Paper Number
PO19 

Session
Poster Session

Title
Can we predict viscosity of electrolytes? Simple theories versus molecular dynamics simulations with LiTFSI in acetonitrile

Presentation Date and Time
October 23, 2019 (Wednesday) 6:30

Track / Room
Poster Session / Ballroom C on 4th floor

Authors (Click on name to view author profile)

1. Wang, Yilin (University of Illinois at Urbana Champaign, Mechanical Science and Engineering)
2. Farag, Hossam (University of Illinois at Urbana Champaign)
3. Zhang, Yang (University of Illinois at Urbana Champaign)
4. Ewoldt, Randy H. (University of Illinois at Urbana-Champaign, Department of Mechanical Science and Engineering)

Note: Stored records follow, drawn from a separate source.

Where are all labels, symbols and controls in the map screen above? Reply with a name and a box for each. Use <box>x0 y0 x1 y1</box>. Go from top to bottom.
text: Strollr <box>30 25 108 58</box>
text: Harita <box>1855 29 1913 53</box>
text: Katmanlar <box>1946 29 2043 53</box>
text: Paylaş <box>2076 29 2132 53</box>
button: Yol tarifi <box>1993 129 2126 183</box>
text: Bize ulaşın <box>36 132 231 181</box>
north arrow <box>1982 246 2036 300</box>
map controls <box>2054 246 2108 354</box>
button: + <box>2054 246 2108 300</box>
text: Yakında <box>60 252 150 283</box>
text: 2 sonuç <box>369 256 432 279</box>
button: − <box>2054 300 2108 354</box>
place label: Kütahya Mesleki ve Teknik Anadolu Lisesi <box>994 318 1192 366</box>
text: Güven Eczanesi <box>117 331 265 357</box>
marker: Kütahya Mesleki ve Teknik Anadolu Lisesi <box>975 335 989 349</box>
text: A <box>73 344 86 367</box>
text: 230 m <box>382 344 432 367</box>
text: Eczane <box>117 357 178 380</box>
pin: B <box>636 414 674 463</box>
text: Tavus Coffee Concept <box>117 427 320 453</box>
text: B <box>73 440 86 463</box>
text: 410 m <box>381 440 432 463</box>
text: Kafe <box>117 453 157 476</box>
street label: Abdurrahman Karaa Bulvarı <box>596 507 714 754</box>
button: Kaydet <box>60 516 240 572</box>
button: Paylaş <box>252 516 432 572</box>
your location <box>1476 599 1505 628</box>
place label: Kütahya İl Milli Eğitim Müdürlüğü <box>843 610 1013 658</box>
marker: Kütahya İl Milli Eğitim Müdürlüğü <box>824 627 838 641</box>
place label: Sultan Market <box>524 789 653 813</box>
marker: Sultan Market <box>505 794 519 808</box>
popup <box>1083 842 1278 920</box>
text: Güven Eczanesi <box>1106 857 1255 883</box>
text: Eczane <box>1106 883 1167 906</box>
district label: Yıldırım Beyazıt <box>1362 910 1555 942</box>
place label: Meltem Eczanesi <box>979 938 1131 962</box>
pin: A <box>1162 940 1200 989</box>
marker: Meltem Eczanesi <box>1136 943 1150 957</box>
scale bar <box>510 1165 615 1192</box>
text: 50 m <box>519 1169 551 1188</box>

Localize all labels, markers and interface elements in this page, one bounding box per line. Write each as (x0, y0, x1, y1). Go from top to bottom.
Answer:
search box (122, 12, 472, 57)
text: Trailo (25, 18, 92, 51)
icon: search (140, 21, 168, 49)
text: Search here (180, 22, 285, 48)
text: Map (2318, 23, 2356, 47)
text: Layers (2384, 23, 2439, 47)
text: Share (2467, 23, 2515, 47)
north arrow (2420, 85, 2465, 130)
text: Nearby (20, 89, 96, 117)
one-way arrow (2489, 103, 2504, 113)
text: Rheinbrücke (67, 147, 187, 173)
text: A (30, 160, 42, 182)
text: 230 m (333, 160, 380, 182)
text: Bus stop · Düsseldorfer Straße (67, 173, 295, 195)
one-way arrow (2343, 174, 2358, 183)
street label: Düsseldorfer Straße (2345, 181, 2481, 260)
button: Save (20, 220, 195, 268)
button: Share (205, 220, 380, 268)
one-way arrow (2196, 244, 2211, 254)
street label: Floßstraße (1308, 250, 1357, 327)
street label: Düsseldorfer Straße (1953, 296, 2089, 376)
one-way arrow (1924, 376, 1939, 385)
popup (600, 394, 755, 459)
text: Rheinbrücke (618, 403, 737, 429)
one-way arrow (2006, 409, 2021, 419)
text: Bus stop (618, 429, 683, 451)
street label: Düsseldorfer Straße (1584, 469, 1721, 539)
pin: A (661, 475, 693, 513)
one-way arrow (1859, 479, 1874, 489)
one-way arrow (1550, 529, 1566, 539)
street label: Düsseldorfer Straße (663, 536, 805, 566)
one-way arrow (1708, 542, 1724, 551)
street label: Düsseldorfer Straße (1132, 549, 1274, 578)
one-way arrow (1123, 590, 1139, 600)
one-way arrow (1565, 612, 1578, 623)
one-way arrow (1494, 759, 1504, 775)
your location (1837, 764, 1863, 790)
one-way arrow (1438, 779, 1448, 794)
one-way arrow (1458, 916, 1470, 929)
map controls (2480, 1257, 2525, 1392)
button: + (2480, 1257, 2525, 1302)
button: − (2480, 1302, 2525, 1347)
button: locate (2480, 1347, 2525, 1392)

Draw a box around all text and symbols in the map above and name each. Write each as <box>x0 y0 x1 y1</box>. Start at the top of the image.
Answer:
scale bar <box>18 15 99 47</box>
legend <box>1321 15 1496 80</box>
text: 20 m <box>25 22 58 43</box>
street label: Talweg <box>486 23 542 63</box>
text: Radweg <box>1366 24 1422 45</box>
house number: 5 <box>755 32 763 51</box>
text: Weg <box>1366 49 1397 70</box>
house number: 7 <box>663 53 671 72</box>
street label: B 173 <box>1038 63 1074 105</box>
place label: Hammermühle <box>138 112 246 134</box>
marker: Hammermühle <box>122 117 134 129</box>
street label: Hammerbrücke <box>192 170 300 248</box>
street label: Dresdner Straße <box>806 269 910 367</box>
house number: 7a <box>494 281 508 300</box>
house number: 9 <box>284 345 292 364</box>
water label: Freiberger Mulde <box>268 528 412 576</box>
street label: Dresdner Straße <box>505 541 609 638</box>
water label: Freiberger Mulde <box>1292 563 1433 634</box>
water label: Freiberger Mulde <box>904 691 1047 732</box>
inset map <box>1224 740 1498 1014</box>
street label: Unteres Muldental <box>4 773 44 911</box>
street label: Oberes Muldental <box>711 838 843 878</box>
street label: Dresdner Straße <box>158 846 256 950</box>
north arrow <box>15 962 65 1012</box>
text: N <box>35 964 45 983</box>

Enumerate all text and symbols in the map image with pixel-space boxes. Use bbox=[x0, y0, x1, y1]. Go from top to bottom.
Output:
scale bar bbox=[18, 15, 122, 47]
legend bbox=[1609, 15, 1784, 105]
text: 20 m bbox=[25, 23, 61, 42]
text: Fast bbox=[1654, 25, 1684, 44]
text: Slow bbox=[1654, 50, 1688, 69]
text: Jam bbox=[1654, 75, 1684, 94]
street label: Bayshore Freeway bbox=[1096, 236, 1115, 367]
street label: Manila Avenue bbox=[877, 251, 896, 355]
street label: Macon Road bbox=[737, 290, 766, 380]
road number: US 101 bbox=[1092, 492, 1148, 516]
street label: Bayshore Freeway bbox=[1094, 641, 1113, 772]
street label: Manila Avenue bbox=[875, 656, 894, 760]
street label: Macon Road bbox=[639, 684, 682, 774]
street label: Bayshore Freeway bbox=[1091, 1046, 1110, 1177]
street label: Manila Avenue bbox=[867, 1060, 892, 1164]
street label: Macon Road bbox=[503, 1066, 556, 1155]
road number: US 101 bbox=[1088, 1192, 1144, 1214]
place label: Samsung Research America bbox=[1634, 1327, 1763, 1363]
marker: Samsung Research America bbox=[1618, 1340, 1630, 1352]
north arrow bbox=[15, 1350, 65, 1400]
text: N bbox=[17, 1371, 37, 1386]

Author and Affiliation Lines (in printed abstract book)
Yilin Wang¹, Hossam Farag², Yang Zhang², and Randy H. Ewoldt^1
1Department of Mechanical Science and Engineering, University of Illinois at Urbana-Champaign, Urbana, IL 61801; ²University of Illinois at Urbana Champaign, Urbana, IL

Speaker / Presenter 
Wang, Yilin

Text of Abstract
We collect experimental viscosity data for LiTFSI salt in acetonitrile solvent using a microfluidic channel flow viscometer (Rheosense, mVROC) over a range of concentrations (0 to 0.7 M) and temperatures (293 to 333 K). The experimental data is used to calibrate and test various methods of predicting the viscosity of this electrolyte system, motivated by the design and engineering of liquids for redox flow battery systems. We assess the trade-off between model complexity and model accuracy with a simple theory and molecular dynamics simulation. The simple theory is based on the Jones-Dole equation and Eyring's theory, a semi-predictive model that requires calibration of model parameters to some experimental viscosity data points. For comparison, molecular dynamic (MD) simulations were conducted to make a priori prediction of the viscosity, though the potential field model also requires calibration to some (non-viscosity) experimental data. Here the forcefield used is the optimized potentials for liquid simulations (OPLS) – all atom force field, modified based on our mp2 quantum chemistry calculations for atomic partial charge and geometry. The partial atomic charges for coulombic interactions are rescaled by a calibrated fraction (80%) to mimic the average charge screening due to polarization and charge transfer effects. In order to predict zero-shear viscosity from atomic trajectories, we use the Green-Kubo relations, integrating the time auto correlation function of the off-diagonal stress tensor elements. Predictions from both models are compared to the experimental data which shows the relative trade-off between model complexity and model accuracy in predicting transport properties in these small molecule complex fluids.